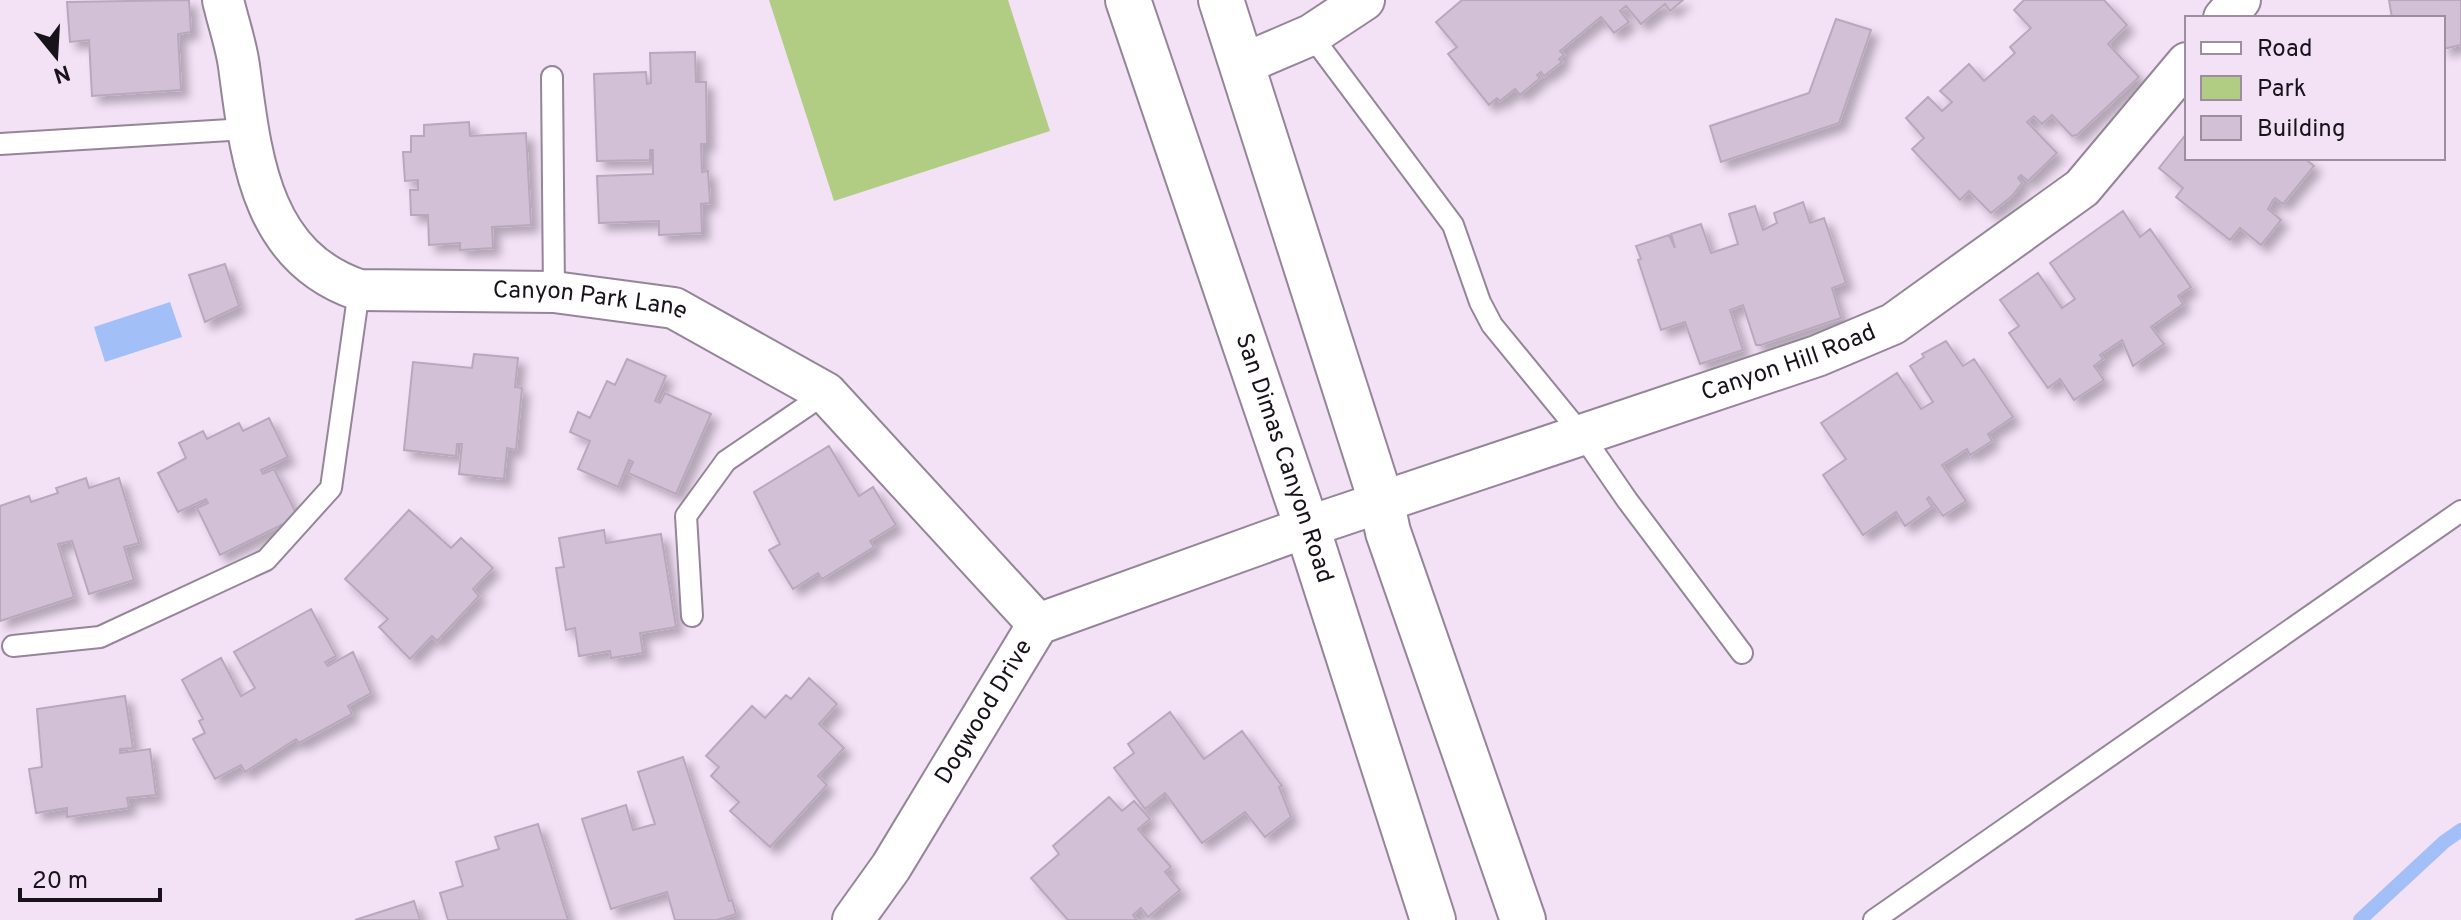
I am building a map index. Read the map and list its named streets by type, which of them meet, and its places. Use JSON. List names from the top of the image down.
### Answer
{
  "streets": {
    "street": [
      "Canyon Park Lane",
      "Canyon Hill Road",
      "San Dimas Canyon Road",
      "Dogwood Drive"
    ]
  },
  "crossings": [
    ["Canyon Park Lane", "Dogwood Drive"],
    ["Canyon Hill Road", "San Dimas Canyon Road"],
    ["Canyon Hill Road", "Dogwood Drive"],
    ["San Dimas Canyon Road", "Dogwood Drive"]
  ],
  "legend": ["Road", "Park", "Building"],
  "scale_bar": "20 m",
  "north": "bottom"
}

> **EXERCISE OBJECTIVE**:
When you repeat the data, keep it exact and drop every picture.

> **EXERCISE ANSWER**:
I am building a map index. Read the map and list its named streets by type, which of them meet, and its places. Use JSON. List names from the top of the image down.
### Answer
{
  "streets": {
    "street": [
      "Canyon Park Lane",
      "Canyon Hill Road",
      "San Dimas Canyon Road",
      "Dogwood Drive"
    ]
  },
  "crossings": [
    ["Canyon Park Lane", "Dogwood Drive"],
    ["Canyon Hill Road", "San Dimas Canyon Road"],
    ["Canyon Hill Road", "Dogwood Drive"],
    ["San Dimas Canyon Road", "Dogwood Drive"]
  ],
  "legend": ["Road", "Park", "Building"],
  "scale_bar": "20 m",
  "north": "bottom"
}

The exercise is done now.